PROVIDED RECORDS Block Start
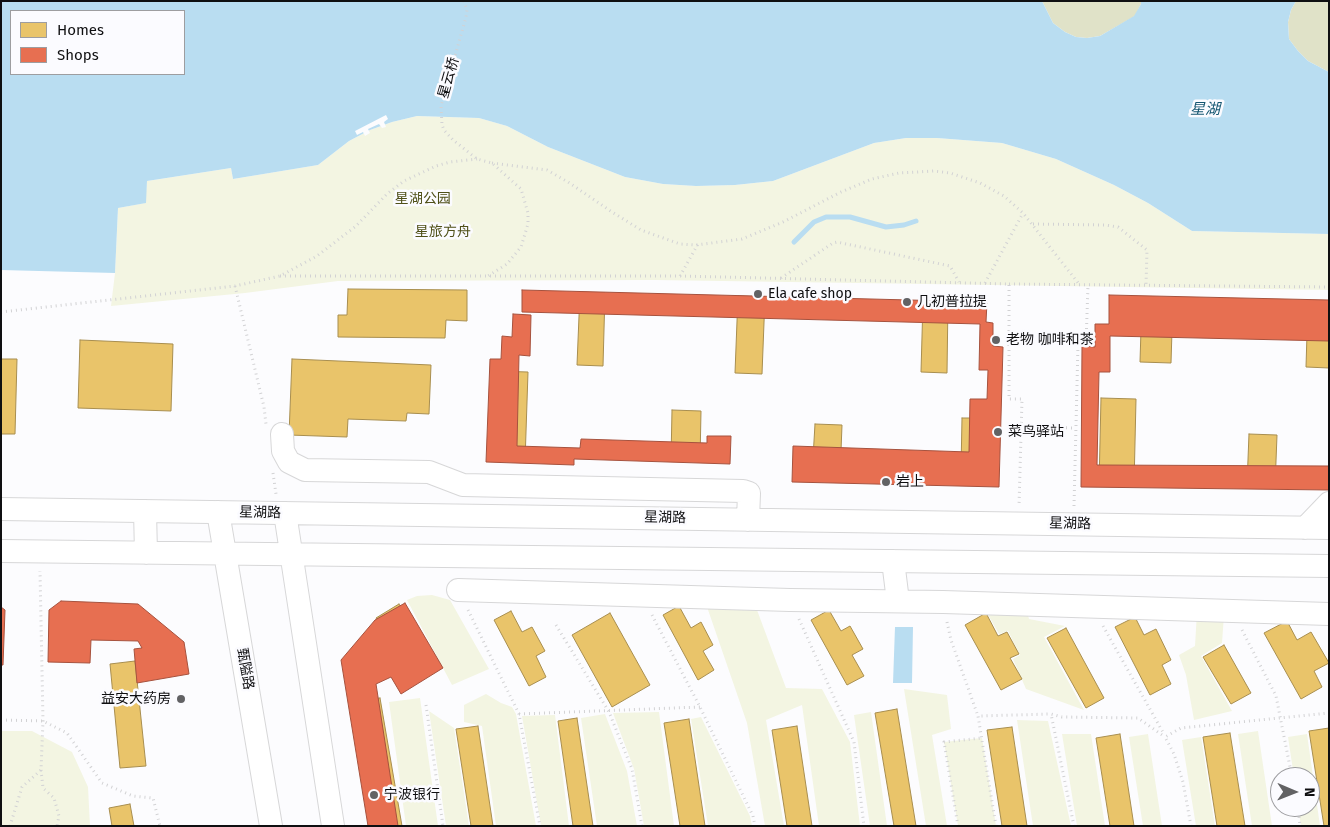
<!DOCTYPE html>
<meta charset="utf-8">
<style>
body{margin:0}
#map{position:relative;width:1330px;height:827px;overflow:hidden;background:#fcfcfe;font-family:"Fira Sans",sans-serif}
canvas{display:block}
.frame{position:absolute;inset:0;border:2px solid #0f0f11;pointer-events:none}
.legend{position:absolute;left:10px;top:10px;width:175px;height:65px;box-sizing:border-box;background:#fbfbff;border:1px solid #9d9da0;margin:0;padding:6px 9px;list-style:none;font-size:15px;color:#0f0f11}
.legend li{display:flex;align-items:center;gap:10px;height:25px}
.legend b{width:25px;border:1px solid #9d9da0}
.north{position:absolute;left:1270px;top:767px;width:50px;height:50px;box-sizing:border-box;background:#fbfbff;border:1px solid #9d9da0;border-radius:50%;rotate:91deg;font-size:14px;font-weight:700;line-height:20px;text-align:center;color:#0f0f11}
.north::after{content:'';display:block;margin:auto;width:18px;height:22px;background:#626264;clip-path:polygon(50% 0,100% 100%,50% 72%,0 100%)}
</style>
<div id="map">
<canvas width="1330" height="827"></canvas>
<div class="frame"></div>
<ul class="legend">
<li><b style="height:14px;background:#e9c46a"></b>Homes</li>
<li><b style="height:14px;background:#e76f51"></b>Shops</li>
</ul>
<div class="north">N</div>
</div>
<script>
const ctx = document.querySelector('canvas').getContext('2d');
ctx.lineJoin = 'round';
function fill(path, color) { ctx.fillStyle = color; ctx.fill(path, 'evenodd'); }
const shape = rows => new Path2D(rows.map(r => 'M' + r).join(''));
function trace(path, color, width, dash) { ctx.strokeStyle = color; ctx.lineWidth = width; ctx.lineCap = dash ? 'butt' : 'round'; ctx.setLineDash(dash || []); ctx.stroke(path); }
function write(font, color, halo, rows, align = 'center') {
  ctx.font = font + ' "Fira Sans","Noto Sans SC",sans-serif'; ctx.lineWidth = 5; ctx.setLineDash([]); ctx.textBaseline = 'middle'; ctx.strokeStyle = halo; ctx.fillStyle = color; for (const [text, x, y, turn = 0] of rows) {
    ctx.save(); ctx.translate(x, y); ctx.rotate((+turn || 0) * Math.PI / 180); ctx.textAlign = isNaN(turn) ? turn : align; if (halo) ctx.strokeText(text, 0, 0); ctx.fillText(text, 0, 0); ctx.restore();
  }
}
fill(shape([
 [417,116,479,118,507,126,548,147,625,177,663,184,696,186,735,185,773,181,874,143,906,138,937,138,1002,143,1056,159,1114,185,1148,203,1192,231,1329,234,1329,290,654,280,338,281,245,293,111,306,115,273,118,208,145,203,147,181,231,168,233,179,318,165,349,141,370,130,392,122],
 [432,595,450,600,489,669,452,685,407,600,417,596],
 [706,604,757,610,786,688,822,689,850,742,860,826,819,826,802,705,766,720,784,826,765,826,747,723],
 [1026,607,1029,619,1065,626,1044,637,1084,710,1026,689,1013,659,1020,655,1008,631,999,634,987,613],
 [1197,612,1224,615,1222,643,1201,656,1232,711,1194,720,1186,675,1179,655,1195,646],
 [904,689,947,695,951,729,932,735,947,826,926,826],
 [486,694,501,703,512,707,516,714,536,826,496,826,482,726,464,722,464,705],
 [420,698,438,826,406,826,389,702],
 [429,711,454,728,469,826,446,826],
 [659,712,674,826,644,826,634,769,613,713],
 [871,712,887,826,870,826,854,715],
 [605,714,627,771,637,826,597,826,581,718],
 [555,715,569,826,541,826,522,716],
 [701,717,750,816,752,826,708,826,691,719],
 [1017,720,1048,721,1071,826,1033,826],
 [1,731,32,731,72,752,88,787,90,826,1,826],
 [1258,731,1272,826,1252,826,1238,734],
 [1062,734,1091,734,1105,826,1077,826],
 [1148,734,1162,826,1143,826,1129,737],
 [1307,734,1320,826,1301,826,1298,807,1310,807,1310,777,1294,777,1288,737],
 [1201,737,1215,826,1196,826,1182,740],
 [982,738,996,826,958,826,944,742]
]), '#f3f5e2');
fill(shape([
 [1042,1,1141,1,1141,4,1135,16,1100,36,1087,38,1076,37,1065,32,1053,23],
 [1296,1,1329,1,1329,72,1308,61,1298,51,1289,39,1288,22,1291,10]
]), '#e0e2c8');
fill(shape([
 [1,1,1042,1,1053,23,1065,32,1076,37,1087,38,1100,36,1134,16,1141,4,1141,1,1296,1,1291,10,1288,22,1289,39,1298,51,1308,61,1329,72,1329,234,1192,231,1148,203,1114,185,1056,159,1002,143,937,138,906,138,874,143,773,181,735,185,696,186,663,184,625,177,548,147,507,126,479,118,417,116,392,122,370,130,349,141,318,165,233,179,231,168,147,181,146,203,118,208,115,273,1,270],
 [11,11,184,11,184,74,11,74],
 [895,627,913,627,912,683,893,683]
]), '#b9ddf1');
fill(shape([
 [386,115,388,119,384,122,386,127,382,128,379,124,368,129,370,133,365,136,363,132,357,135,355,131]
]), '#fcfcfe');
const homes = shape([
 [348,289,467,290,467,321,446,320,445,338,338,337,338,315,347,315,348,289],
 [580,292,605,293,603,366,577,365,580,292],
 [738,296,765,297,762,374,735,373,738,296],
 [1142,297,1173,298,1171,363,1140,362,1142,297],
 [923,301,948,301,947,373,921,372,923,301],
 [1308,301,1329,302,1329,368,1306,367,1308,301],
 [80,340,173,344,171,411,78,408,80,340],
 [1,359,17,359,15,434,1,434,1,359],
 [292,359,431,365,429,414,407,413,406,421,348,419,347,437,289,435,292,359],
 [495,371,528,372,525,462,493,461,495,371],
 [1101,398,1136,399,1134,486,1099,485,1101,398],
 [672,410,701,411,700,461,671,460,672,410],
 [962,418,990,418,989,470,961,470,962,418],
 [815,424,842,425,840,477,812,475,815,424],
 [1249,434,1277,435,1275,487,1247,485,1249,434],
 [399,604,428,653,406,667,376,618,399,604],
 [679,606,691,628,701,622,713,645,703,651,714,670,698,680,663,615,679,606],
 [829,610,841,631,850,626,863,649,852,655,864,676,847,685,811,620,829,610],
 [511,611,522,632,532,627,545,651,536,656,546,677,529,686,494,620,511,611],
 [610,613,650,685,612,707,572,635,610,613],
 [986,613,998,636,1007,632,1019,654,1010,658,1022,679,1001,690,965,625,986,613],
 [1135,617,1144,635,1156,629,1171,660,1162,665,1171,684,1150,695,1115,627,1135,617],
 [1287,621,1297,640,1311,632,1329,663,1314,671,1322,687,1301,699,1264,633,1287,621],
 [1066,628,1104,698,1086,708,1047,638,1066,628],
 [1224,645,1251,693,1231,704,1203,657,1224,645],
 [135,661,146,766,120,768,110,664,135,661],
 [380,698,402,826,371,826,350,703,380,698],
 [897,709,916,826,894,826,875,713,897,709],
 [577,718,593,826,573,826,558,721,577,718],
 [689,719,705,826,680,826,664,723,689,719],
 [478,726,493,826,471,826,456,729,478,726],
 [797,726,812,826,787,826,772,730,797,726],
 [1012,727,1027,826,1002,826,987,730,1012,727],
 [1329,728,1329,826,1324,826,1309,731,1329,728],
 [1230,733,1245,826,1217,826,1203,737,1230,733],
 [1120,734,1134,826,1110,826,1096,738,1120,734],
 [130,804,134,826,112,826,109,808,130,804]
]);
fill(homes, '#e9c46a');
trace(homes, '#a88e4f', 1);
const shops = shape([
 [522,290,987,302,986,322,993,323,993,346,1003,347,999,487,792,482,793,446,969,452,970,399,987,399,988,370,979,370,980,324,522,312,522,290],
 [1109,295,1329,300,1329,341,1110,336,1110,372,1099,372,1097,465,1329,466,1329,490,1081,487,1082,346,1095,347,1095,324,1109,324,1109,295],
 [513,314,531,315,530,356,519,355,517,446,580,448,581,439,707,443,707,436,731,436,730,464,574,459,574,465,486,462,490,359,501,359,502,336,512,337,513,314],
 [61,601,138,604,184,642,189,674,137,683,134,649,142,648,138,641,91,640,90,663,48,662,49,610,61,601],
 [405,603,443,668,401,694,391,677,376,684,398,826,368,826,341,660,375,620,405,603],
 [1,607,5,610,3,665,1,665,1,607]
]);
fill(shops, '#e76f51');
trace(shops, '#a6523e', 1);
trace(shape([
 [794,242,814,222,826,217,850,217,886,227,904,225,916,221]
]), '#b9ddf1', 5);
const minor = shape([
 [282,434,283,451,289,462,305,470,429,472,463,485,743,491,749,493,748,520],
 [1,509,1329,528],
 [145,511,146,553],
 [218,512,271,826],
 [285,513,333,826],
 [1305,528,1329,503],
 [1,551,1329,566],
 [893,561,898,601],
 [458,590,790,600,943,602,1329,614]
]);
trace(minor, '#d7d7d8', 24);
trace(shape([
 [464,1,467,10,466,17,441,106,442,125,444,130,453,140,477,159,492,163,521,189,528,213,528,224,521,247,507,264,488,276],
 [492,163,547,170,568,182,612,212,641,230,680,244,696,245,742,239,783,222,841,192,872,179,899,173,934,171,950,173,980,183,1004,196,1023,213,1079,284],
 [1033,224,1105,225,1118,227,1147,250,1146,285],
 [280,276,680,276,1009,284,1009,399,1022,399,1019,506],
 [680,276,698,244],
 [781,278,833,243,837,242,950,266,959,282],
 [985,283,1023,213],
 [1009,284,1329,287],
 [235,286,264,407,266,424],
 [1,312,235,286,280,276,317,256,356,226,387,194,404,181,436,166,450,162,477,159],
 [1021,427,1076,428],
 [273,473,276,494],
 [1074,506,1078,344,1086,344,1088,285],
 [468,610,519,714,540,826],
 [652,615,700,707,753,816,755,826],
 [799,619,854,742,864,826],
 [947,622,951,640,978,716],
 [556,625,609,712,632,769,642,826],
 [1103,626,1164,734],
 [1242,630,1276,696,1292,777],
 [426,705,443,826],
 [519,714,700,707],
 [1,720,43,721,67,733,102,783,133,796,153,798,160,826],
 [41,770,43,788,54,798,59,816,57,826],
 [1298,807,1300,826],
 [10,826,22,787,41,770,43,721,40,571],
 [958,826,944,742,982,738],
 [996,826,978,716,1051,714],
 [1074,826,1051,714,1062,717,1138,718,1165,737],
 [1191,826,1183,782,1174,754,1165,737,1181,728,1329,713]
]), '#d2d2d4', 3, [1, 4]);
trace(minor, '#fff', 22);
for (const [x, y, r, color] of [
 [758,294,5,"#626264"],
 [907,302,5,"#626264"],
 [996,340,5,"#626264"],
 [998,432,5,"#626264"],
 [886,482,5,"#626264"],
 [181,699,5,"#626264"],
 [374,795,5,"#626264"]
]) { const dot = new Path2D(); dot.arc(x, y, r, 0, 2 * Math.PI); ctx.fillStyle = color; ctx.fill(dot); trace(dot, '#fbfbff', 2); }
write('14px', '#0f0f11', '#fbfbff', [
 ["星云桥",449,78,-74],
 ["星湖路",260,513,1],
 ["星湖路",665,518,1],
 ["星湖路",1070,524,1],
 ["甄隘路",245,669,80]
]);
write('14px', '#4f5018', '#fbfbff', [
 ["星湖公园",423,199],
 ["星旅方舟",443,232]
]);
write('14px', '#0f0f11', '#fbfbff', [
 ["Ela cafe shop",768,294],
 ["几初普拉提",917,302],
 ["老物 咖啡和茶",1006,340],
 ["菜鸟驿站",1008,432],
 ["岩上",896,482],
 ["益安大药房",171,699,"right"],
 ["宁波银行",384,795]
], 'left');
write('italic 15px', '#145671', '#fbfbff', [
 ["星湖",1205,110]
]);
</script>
PROVIDED RECORDS Block End
PROVIDED RECORDS Block Start
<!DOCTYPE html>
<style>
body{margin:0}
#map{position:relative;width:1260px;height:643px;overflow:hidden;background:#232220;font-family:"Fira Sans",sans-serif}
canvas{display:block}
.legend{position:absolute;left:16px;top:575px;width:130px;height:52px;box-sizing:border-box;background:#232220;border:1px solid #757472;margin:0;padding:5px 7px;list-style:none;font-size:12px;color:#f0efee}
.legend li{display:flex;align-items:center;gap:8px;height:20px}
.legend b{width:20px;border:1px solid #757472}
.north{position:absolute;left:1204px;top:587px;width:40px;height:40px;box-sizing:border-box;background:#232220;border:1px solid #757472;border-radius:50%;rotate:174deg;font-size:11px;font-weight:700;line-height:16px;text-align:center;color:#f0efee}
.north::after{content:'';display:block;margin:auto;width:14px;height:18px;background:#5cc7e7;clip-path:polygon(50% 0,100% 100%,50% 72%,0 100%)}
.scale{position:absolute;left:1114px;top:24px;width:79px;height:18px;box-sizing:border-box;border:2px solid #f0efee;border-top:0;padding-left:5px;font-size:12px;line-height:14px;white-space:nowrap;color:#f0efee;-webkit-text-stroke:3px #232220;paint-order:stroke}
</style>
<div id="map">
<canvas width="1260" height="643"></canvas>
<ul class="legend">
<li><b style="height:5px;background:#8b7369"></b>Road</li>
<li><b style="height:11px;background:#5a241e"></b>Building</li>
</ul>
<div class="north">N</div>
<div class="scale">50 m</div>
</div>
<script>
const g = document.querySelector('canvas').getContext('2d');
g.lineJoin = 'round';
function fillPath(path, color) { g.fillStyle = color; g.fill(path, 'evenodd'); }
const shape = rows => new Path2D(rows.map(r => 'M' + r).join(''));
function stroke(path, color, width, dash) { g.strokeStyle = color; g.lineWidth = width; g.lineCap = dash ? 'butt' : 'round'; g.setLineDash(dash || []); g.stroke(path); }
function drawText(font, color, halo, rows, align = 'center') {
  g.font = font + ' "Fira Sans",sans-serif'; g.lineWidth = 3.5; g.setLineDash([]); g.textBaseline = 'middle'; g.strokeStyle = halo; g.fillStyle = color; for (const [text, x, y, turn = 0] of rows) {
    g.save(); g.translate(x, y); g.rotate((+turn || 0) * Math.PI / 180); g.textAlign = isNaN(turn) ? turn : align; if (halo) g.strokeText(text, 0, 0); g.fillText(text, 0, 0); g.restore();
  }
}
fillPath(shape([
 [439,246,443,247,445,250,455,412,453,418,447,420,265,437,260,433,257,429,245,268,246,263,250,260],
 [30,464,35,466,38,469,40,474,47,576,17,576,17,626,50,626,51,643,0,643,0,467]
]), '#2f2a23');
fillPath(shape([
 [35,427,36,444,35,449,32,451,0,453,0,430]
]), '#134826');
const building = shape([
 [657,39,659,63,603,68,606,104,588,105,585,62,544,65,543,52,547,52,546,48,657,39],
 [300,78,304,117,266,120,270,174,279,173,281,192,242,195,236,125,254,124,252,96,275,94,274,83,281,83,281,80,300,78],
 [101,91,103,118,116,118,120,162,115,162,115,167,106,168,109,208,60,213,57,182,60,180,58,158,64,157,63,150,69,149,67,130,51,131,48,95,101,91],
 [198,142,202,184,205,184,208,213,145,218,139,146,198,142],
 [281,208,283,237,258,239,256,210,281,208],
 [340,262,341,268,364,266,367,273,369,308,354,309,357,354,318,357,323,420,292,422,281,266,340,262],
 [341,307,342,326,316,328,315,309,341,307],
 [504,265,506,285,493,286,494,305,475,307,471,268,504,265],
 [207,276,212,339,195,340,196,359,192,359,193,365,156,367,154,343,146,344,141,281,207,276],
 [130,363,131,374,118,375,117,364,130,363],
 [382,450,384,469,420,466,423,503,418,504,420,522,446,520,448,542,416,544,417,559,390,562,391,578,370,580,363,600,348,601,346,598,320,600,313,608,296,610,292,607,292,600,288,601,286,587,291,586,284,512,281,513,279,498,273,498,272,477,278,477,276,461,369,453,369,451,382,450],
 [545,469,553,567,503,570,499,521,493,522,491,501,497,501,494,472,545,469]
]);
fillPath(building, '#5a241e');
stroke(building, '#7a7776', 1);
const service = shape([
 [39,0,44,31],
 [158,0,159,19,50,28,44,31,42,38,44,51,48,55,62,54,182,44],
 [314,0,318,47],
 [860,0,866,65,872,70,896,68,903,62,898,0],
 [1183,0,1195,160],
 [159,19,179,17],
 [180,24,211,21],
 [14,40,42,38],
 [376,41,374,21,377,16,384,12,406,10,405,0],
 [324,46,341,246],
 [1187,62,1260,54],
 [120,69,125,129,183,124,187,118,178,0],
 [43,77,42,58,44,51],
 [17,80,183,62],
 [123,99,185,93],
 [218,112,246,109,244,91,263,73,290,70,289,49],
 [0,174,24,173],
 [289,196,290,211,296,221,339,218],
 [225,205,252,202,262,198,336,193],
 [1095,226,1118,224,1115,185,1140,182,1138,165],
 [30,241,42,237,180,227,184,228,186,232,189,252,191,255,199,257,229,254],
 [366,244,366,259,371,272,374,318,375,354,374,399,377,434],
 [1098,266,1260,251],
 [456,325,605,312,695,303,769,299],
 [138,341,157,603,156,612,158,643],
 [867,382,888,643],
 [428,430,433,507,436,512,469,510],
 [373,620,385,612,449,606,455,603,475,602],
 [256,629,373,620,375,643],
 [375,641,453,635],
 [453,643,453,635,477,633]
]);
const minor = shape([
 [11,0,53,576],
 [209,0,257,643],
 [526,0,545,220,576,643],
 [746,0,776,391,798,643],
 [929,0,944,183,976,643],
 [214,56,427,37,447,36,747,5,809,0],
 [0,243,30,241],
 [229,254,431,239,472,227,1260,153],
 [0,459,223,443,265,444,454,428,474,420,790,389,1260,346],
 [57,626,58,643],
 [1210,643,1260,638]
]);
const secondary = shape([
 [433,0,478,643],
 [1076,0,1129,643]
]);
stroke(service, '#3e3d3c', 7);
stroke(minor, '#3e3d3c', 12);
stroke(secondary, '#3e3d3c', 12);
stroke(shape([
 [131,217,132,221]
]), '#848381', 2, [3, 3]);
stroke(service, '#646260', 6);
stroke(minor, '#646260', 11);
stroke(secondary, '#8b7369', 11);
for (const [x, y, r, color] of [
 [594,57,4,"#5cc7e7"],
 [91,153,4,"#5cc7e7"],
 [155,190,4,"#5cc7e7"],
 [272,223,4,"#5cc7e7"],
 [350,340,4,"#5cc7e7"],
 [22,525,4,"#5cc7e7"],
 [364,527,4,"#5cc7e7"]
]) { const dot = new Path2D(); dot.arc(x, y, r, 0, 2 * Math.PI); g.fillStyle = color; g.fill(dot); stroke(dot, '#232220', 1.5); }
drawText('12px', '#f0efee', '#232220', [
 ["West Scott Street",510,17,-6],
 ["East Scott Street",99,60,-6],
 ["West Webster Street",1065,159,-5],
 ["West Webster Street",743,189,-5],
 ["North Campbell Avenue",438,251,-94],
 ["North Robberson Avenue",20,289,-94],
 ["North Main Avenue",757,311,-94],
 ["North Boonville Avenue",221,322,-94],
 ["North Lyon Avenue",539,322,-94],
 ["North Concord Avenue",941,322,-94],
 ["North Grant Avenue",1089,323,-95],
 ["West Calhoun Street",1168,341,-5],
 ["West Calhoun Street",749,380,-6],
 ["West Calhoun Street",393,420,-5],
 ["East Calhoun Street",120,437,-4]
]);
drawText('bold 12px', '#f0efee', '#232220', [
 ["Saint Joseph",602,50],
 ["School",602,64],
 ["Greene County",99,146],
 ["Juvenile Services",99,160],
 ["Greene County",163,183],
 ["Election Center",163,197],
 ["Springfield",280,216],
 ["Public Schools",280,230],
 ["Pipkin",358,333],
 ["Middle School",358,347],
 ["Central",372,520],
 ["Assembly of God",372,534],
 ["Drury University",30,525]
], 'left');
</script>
PROVIDED RECORDS Block End
Each line above where the word "strokeText" occurs should be copied out.

    ctx.save(); ctx.translate(x, y); ctx.rotate((+turn || 0) * Math.PI / 180); ctx.textAlign = isNaN(turn) ? turn : align; if (halo) ctx.strokeText(text, 0, 0); ctx.fillText(text, 0, 0); ctx.restore();
    g.save(); g.translate(x, y); g.rotate((+turn || 0) * Math.PI / 180); g.textAlign = isNaN(turn) ? turn : align; if (halo) g.strokeText(text, 0, 0); g.fillText(text, 0, 0); g.restore();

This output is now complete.